また「安保理決議2231は2025年10月18日に失効しており、そのすべての条項と任務は終了した。1737委員会(イランの核開発問題への対応として2006年に採択された安保理決議1737号に基づき設置された「イラン制裁委員会」の通称)には法的根拠がなく、安保理の対イラン制裁決議も残っておらず、『核不拡散』を議題として会合を開催する口実は存在しない」としています。

さらに「これは安保理の権限の明白な濫用でしかなく、国際社会を意図的に欺こうとする試みである。イランは50年以上にわたり、NPT核兵器不拡散条約の責任ある締約国であり続け、核兵器を求めたことは一度もない。核不拡散体制に対する真の脅威は、国際法と核不拡散の遵守を主張しながら、保障措置下にある平和的な核施設を攻撃する輩が処罰を免れていることである」とされています。

加えて「現在の状況は、米国がJCPOA(包括的共同行動計画、通称;対イラン核合意)から離脱したこと、欧州3カ国(英独仏)が約束不履行を続けていること、そして保障措置下にあるイランの平和目的の核施設に対する米国とシオニスト政権イスラエルの違法な軍事攻撃がまねいた直接的な結果である」となっています。

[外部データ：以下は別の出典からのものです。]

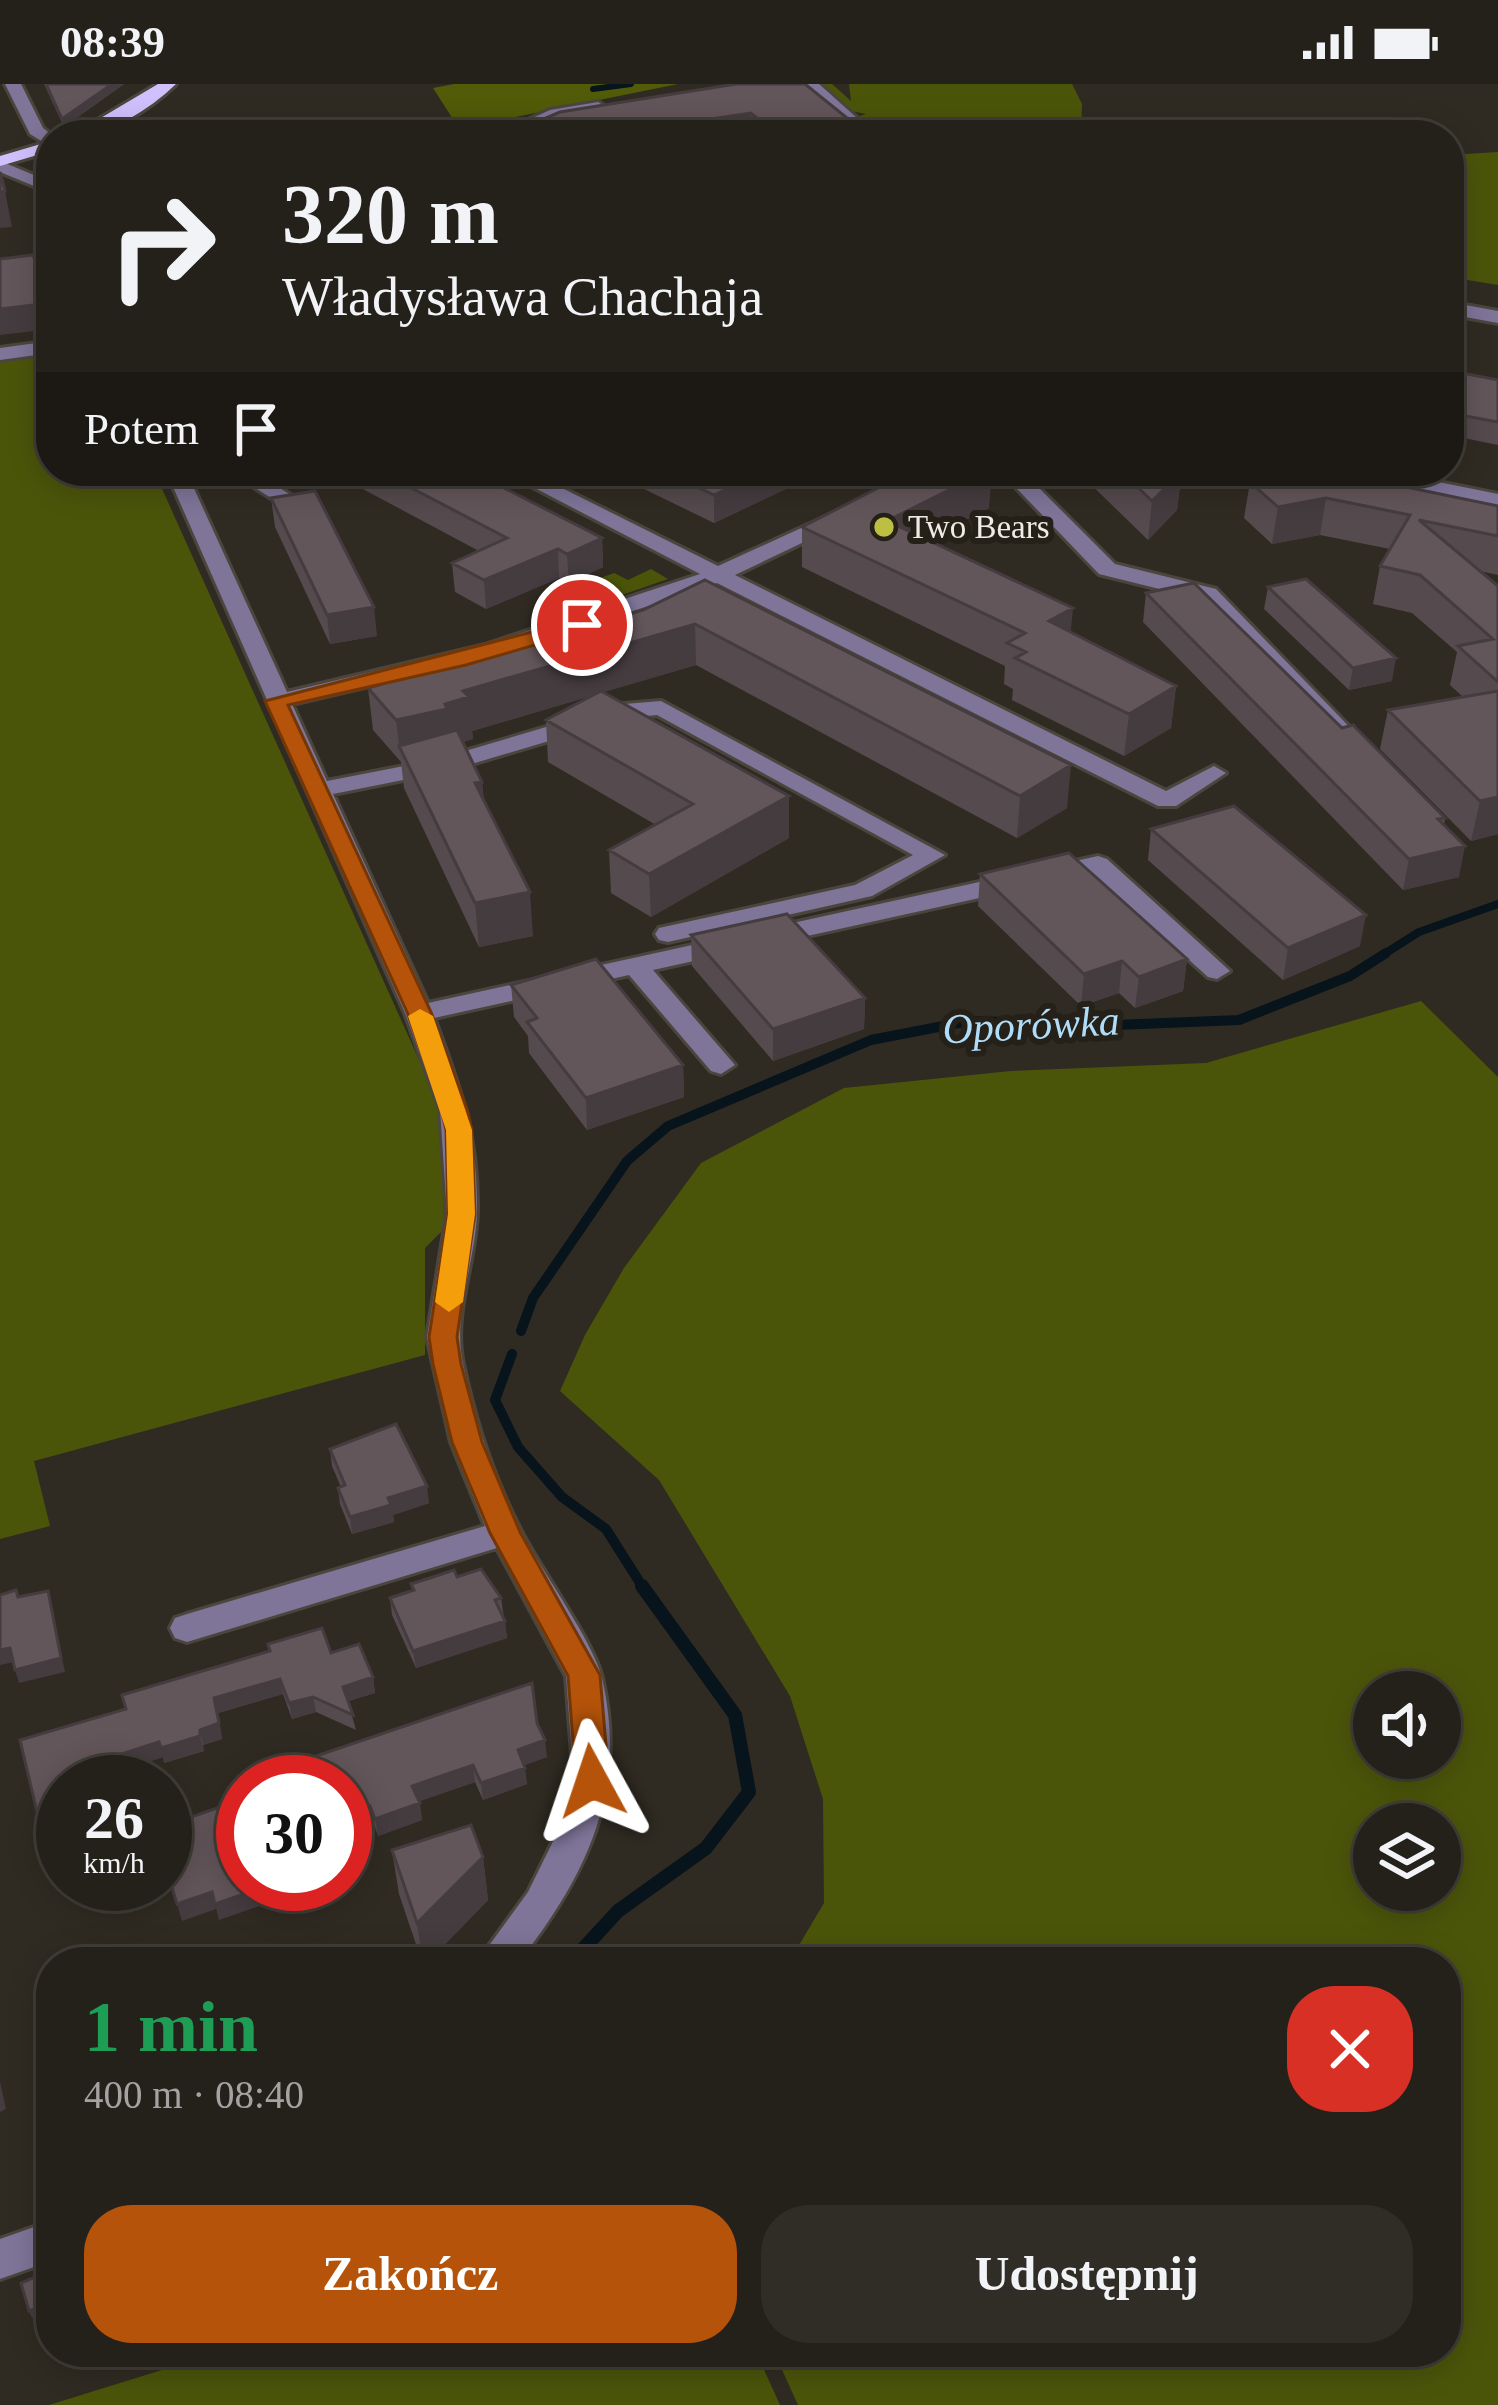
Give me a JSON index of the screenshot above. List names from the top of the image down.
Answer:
{
  "water": ["Oporówka"],
  "places": ["Two Bears"],
  "page": {
    "status": "08:39",
    "turn": ["320 m", "Władysława Chachaja"],
    "then": "Potem",
    "speed": "26 km/h",
    "limit": "30",
    "heading": ["1 min", "400 m · 08:40"],
    "buttons": ["Zakończ", "Udostępnij"]
  }
}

今月(6月)の安保理の輪番議長国を務める南米コロンビアは、米国とその西側諸国の支援者からの圧力に屈し、決議2231(2015)の期限切れや、安保理でのこの問題の提起に対するロシアと中国の反対にもかかわらず、自らの権限を悪用して成果のない1737委員会会合を招集しました。ロシアと中国の反対にもかかわらず、コロンビアは手続き上の採決で、いわゆる「核不拡散」議題の下、対イラン制裁に関する1737委員会(2006)の議題を採択し、自らが議長を務める会合を開催した格好となっています。

この手続き上の投票において、安保理のメンバーは賛成11票、反対2票(中国とロシア)、棄権2票(パキスタンとソマリア)で会合の開催を決定しましたが、この会合は一切の成果も得られずに終了し、国連事務総長からの代表者も一切報告を提出していません。